試合後、記者からの質問に答える上田©Basketball News 2for1

「聞く力」 B1上位チームとの対戦で見えた課題

 強固なディフェンスを武器に、Bリーグ優勝の経験もある宇都宮との対戦を経験したことで、新たな課題も見つかった。

 「大学バスケと違って技術の部分や、人間性などバスケ以外の部分でもプロの世界のレベルの高さを痛感しています。宇都宮さんは上位のチームなので、体の使い方やシュートなど技術の高さを試合に出ることで痛感しました。ディフェンスの当たり方でも、まだまだだなと思いました。そういう部分を真似していければなと思います」。

 そんな躍動を見せる若手選手たちが更なるステップアップを遂げるため、「身につけてほしいスキル」があると浜口HCは話す。

 「試合が終わってからも彼らに伝えたんですけど、『聞く力』をもう少し身につけてほしいです。『チームでどうしなきゃいけないのか』『コーチがどうしてほしいのか』ということを考えられるようになるといい。このBリーグに来たということなので、持っているものはすごくいい選手たち。『聞く力』をつけて、それをコートで出せるようになるとすごくよくなっていくんじゃないかなと思います」と期待を込める。

 「やっぱり若い選手はどうしても『得点を取ること=活躍した』というふうになってしまうのですが、『そうじゃないんだよ』ということを私がコーチの間は彼らに教えていかなきゃならないと思っています」。

会見で記者の質問に答える浜口HC©Basketball News 2for1

目標は「日本代表やBリーグオールスター」

 B1という最高峰の舞台で、少しずつ手ごたえをつかみ始めた富山の若手選手たち。見据えるのはローテーションメンバーとしての定着、そして更なる高みだ。

 「今は程遠いですけど、近い将来は僕も日本代表とかBリーグオールスターに選ばれるようなプレイヤーになっていきたいと思っています」と上田は語る。

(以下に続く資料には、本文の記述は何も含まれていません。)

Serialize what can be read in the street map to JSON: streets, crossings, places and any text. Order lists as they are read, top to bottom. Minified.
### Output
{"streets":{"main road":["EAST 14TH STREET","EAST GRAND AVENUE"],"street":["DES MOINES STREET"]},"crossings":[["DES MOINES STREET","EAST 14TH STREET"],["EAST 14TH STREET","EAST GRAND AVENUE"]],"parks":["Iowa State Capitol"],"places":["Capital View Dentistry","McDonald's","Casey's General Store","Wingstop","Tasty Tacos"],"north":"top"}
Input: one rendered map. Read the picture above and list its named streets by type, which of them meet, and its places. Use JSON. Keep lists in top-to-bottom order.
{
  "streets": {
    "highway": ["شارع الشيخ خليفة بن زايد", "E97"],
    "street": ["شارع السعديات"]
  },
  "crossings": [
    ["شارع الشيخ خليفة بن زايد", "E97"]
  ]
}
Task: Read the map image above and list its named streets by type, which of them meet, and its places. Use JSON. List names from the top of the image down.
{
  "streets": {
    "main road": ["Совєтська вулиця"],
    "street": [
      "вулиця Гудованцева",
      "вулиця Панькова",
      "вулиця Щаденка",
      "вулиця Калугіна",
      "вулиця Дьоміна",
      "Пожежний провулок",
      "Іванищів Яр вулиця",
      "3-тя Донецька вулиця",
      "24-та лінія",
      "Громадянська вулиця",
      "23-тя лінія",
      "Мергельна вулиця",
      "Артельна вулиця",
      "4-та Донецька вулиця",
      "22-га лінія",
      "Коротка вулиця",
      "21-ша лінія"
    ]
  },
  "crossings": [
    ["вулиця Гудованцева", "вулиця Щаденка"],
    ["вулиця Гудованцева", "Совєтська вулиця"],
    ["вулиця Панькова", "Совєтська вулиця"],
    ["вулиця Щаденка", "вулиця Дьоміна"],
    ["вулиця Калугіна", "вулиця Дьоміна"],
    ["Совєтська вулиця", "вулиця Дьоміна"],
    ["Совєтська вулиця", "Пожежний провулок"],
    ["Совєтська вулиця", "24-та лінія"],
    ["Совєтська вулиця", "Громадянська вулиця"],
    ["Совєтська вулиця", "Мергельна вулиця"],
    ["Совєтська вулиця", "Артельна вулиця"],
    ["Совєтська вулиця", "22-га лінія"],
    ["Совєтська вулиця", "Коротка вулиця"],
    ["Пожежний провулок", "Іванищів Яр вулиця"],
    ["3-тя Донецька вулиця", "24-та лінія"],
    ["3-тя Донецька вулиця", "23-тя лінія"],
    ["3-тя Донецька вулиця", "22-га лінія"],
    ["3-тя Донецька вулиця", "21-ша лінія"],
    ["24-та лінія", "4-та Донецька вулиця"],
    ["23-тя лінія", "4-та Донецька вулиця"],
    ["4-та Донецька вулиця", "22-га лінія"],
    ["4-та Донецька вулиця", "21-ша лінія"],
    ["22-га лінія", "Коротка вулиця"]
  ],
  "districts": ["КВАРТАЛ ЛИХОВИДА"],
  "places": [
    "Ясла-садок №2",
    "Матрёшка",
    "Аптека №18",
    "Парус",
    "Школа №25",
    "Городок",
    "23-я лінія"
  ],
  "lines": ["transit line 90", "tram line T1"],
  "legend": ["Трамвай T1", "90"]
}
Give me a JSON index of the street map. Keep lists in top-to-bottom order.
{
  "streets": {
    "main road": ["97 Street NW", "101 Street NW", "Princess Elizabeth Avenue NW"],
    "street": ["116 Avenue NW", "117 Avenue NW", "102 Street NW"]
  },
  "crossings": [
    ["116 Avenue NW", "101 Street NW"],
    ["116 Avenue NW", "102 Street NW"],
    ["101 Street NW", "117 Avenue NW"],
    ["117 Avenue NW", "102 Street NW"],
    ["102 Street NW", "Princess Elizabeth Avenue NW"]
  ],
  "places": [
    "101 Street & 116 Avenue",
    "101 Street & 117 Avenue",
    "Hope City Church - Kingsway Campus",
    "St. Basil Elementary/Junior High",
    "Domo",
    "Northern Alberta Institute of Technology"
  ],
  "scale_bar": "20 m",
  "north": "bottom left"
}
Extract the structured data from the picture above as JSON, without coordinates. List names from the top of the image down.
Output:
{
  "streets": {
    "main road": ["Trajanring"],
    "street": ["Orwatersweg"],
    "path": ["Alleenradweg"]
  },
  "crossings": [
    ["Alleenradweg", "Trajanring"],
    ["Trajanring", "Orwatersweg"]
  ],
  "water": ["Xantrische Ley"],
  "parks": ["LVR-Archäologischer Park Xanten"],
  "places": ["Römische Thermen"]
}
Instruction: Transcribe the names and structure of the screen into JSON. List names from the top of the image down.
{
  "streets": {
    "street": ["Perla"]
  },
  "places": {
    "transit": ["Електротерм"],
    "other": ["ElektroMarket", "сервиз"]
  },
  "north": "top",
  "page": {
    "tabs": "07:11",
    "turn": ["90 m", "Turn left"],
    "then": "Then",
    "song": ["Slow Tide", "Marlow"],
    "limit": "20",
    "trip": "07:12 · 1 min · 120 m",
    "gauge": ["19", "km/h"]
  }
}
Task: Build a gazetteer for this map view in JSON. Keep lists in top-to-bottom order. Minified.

 「自分の技術としてはまだまだなんですけど、そういうプレイヤーに近づいていけるようにこのB1という素晴らしい舞台で、チームの中や相手チームのいいところをどんどん吸収していければなと思います。このチームだったら外国籍が1番目のオプションになると思うので、そこからの派生の自分のプレーとなるので、まずはチームオフェンスを狙いつつ、自分が活きる場所を見つけていきたいです」。

 ベテラン選手やBリーグ上位チームとの対戦を経て成長を見せた富山グラウジーズの若手選手たち。この終盤戦での経験を、来シーズンの更なる飛躍につなげる。